Let $\phi : G \to H/N$ be a homomorphism where $G$ and $H$ are groups and let $M \unlhd G$ and $N \unlhd H$.
Now when does $\phi$ induces a homomorphism $\phi^*$ from $G/M \to H/N\ ?$
- When $M \subseteq \text{ker}(\phi)$
- When $\text{ker}(\phi) \subseteq M$.
- or in both cases?
In the both cases, induced homomorphism looks like $$\phi^*(g+M)=\phi(g)+N$$
So is it a homomorphism in both cases? If yes, Why does it has to to satisfy a containment relation with $ker(\phi)$. What if $M$ is just some random subgroup of $G$?
Only when $M\subseteq \ker(\phi)$ (and of course, we also need $M$ to be normal in $G$, which is necessary for $G/M$ to be a group in the first place.)
First, forget about $H$ and $N$, which play no role separately in your question. We may as well just set $Q=H/N$. Thus, you have a homomorphism $\phi:G\to Q$, and want to know when there is an induced homomorphism $\phi^*:G/M\to Q$.

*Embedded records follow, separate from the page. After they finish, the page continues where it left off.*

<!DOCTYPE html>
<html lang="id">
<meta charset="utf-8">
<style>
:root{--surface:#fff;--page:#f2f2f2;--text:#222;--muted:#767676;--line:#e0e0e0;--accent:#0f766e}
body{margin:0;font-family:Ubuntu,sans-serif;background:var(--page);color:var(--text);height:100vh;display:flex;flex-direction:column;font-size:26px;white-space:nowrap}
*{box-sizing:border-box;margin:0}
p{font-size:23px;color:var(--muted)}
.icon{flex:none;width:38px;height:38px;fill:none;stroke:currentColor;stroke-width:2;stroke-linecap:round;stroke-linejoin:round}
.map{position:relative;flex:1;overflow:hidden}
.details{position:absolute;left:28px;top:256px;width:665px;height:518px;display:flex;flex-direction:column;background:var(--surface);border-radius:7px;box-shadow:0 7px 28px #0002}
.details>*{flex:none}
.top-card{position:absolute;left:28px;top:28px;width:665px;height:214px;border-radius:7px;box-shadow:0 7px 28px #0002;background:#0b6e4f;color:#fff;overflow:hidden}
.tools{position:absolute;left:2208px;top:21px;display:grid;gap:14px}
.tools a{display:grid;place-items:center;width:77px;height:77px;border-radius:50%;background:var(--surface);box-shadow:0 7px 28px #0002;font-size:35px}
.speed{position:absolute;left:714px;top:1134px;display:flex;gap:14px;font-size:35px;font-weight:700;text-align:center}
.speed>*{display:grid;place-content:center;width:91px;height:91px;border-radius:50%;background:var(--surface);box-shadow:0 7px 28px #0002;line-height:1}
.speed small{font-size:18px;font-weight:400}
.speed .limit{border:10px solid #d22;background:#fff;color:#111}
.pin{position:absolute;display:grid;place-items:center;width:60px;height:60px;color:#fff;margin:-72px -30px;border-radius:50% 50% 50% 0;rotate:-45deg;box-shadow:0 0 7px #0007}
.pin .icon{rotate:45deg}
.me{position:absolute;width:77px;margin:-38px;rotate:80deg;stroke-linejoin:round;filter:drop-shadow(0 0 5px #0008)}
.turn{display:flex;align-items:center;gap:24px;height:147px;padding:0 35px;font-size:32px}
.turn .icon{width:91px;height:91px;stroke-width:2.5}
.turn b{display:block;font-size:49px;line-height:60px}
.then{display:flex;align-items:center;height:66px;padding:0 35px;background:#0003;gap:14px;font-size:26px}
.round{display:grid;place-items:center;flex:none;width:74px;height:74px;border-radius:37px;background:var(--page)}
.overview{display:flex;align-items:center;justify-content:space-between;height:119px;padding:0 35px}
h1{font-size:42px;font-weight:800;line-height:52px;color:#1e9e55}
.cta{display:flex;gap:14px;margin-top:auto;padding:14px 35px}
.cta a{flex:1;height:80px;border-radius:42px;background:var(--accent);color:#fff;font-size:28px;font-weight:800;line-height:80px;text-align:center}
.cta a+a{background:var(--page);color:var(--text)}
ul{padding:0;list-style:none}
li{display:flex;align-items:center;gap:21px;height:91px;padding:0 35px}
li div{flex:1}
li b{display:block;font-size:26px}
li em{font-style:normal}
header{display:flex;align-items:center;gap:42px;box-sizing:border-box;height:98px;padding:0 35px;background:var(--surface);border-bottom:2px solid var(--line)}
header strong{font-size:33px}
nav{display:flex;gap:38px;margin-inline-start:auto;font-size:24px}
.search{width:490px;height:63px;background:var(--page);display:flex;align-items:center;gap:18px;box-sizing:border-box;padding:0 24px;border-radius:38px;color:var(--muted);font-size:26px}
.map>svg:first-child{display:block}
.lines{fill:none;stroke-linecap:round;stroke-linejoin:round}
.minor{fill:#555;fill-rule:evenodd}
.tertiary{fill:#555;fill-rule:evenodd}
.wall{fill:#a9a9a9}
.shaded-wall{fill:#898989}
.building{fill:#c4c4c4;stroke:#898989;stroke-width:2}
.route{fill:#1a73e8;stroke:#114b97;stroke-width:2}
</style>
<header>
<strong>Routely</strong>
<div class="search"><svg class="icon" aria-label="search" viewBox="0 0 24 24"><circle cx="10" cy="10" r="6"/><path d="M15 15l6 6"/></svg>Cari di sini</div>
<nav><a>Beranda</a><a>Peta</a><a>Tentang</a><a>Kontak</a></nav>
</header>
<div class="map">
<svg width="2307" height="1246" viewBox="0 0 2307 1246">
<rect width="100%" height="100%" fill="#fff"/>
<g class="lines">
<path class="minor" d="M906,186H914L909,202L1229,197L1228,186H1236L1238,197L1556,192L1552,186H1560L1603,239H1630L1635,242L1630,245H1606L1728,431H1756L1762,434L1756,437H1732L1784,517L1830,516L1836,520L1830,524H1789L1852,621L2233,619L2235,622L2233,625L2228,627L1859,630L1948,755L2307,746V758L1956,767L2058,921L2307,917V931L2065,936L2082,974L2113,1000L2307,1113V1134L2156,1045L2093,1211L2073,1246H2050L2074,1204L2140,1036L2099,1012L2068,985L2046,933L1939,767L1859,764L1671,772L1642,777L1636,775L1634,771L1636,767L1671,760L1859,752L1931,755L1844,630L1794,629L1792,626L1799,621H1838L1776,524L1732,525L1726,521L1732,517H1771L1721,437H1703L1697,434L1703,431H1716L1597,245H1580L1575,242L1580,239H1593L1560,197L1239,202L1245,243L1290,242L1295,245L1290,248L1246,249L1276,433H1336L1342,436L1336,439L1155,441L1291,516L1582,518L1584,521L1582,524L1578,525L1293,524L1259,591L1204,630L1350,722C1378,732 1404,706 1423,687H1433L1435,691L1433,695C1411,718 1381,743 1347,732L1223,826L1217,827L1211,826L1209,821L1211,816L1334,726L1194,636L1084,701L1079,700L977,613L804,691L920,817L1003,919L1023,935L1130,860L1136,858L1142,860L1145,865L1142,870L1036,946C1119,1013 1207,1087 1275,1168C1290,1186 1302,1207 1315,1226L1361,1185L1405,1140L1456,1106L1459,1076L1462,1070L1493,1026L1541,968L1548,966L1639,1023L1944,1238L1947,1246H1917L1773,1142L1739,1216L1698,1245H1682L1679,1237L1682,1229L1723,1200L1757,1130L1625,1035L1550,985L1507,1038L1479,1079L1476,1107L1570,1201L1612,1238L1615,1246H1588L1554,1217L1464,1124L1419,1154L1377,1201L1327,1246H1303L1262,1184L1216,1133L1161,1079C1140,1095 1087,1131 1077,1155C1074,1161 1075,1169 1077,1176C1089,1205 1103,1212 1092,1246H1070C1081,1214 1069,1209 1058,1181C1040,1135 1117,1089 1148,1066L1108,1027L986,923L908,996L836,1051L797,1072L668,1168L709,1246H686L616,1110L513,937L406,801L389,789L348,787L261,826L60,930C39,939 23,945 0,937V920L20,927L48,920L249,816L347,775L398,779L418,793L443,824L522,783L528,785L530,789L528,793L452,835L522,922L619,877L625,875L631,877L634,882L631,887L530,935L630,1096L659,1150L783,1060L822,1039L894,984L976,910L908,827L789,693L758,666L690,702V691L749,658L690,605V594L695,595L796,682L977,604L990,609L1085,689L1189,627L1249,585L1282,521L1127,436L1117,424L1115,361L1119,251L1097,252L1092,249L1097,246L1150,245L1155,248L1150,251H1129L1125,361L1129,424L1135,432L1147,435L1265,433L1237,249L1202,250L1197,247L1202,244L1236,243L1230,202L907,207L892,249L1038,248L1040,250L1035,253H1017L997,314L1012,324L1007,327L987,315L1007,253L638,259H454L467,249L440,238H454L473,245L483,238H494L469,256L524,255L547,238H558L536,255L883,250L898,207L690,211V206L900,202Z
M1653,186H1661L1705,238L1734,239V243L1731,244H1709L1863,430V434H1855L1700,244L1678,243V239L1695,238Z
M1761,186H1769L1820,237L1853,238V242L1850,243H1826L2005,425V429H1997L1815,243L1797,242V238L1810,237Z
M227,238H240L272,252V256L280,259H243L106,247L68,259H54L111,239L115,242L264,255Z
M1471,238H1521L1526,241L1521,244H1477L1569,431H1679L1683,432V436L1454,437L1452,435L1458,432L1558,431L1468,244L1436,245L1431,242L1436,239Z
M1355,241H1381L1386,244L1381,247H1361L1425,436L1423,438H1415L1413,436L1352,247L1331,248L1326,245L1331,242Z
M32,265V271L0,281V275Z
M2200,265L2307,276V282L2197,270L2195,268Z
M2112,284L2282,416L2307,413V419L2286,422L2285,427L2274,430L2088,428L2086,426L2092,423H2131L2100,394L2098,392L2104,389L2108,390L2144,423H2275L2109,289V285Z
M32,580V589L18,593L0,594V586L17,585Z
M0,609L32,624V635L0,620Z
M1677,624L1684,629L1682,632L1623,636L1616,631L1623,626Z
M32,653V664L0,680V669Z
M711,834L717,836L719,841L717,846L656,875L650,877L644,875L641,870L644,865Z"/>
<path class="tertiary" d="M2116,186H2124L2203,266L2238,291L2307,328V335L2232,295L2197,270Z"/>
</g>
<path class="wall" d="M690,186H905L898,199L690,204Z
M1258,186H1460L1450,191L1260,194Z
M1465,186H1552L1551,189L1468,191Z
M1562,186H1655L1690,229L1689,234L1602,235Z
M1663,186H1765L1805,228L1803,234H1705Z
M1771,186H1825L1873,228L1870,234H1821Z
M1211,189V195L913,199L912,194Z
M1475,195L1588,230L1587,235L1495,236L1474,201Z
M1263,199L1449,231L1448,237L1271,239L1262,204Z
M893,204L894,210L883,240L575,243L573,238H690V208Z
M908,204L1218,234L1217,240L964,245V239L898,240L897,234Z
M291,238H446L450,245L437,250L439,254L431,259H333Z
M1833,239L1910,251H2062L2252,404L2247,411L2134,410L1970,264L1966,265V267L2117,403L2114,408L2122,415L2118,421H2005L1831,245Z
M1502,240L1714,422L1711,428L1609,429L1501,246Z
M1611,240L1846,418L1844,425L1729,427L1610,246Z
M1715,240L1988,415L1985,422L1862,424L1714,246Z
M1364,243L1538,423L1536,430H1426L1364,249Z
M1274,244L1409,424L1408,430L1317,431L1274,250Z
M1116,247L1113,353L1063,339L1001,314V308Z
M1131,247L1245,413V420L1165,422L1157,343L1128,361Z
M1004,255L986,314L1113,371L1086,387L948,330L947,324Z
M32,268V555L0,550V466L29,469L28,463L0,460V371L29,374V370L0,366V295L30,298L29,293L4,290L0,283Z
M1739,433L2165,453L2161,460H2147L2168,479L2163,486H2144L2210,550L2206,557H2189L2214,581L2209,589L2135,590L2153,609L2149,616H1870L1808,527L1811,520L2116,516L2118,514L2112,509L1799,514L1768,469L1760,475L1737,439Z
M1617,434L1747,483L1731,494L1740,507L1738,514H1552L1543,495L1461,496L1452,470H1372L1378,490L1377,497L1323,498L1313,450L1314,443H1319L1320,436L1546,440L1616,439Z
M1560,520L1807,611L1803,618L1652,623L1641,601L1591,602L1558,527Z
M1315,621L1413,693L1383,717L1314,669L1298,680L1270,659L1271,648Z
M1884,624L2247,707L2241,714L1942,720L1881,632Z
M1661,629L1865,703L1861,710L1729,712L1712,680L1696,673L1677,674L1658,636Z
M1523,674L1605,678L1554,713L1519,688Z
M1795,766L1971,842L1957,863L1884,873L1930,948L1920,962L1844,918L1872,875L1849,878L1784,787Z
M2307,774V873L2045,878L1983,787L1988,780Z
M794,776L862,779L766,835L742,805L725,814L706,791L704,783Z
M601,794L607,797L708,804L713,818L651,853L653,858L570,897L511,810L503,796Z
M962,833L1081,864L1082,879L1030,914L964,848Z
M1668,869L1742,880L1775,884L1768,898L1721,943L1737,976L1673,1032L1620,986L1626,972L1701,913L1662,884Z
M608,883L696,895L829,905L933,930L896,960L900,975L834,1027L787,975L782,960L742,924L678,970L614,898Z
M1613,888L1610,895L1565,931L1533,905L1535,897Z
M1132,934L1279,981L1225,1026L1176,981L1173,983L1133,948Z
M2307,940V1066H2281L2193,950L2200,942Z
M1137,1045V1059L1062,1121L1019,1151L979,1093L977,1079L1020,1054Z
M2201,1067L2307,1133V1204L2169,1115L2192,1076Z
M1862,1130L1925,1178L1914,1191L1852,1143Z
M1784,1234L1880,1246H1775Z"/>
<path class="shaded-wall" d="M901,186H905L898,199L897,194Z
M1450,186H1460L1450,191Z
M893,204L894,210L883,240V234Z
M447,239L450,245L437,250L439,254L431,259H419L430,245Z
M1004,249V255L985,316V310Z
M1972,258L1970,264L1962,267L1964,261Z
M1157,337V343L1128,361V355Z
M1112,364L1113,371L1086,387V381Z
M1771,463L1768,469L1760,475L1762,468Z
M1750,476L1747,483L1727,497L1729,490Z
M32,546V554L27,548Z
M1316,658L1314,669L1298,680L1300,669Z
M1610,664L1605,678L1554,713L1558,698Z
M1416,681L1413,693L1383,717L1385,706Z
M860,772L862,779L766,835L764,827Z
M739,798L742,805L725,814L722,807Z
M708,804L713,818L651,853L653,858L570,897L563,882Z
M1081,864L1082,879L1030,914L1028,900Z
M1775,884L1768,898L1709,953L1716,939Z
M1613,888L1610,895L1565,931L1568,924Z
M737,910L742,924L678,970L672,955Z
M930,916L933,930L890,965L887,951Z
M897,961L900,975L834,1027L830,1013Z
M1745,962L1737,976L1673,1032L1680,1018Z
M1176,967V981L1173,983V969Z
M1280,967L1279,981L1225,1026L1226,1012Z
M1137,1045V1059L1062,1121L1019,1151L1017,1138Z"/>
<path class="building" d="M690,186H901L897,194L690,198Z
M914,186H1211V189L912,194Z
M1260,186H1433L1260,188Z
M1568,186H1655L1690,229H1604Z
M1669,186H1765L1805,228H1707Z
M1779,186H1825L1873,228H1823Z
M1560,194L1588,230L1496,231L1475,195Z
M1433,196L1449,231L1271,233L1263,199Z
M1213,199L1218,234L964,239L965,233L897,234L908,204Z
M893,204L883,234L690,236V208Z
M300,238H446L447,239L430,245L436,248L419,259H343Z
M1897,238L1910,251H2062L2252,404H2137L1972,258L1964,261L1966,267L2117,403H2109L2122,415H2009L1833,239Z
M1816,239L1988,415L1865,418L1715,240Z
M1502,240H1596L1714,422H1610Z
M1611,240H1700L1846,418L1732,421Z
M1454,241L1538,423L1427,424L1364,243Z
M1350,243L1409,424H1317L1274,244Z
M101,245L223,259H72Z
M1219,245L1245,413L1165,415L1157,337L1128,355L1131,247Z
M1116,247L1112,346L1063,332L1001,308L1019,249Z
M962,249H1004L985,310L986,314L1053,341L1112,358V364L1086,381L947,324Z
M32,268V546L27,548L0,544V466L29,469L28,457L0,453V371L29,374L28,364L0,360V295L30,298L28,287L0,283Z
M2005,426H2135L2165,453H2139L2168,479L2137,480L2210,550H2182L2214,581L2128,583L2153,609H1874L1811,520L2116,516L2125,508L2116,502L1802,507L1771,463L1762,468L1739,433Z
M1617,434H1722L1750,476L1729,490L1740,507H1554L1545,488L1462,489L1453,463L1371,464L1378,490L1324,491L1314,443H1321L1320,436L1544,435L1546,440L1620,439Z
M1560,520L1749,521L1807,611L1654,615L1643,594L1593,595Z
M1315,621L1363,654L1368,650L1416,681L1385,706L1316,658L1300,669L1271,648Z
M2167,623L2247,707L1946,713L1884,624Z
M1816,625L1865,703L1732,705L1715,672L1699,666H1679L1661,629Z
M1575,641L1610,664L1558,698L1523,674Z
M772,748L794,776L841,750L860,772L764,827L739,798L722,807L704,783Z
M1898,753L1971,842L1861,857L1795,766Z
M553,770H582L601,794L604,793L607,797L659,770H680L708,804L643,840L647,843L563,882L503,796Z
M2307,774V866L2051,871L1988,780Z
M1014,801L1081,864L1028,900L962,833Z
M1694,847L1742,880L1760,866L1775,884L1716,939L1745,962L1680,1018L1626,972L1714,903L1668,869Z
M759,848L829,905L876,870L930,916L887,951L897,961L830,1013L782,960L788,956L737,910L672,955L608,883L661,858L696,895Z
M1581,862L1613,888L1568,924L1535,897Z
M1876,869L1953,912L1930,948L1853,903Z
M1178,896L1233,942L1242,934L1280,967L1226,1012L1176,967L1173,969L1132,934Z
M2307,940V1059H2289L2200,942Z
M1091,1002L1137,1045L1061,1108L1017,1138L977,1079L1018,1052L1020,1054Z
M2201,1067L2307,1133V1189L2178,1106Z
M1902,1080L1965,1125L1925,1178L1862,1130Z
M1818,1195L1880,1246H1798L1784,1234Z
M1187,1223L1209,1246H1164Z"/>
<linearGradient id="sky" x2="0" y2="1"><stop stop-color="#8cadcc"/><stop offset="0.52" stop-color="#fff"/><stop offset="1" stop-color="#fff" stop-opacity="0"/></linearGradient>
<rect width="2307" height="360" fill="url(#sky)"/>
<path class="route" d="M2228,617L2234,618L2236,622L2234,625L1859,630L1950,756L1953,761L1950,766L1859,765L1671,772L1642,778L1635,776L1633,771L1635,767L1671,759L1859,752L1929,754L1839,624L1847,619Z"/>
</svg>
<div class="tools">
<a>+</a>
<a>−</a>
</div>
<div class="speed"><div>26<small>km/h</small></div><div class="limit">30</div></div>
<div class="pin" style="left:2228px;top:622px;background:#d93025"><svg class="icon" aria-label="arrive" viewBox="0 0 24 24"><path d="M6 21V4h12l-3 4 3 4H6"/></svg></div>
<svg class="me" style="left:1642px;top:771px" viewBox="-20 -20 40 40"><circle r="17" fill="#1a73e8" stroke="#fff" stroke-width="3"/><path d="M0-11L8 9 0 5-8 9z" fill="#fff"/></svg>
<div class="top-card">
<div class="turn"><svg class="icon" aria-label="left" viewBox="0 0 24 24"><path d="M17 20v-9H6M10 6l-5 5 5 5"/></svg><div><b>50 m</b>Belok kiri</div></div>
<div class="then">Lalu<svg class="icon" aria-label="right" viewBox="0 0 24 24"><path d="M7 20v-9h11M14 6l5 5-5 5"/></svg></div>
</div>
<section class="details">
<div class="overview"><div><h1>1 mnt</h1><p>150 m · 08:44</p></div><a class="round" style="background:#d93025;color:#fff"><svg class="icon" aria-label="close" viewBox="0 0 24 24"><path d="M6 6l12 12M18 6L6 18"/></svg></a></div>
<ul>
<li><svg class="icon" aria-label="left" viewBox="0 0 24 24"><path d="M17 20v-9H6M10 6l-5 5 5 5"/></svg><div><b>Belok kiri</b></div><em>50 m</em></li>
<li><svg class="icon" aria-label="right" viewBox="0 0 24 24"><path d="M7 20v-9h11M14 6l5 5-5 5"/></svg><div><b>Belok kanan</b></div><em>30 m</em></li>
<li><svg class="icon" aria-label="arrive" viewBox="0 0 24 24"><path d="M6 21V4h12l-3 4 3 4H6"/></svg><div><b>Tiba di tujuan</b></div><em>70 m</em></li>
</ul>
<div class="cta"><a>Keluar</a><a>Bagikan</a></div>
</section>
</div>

In order for the (proposed) formula $$\phi^*(gM)=\phi(g)$$ to make a well-defined function $\phi^*:G/M\to Q$, you need to have $$g_1M=g_2M\implies \phi(g_1)=\phi(g_2)$$ which by the first isomorphism theorem is equivalent to $$g_1M=g_2M\implies g_1\ker(\phi)=g_2\ker(\phi)$$ which is equivalent to $$g\in M\implies g\in\ker(\phi)$$ which is equivalent to $M\subseteq\ker(\phi)$.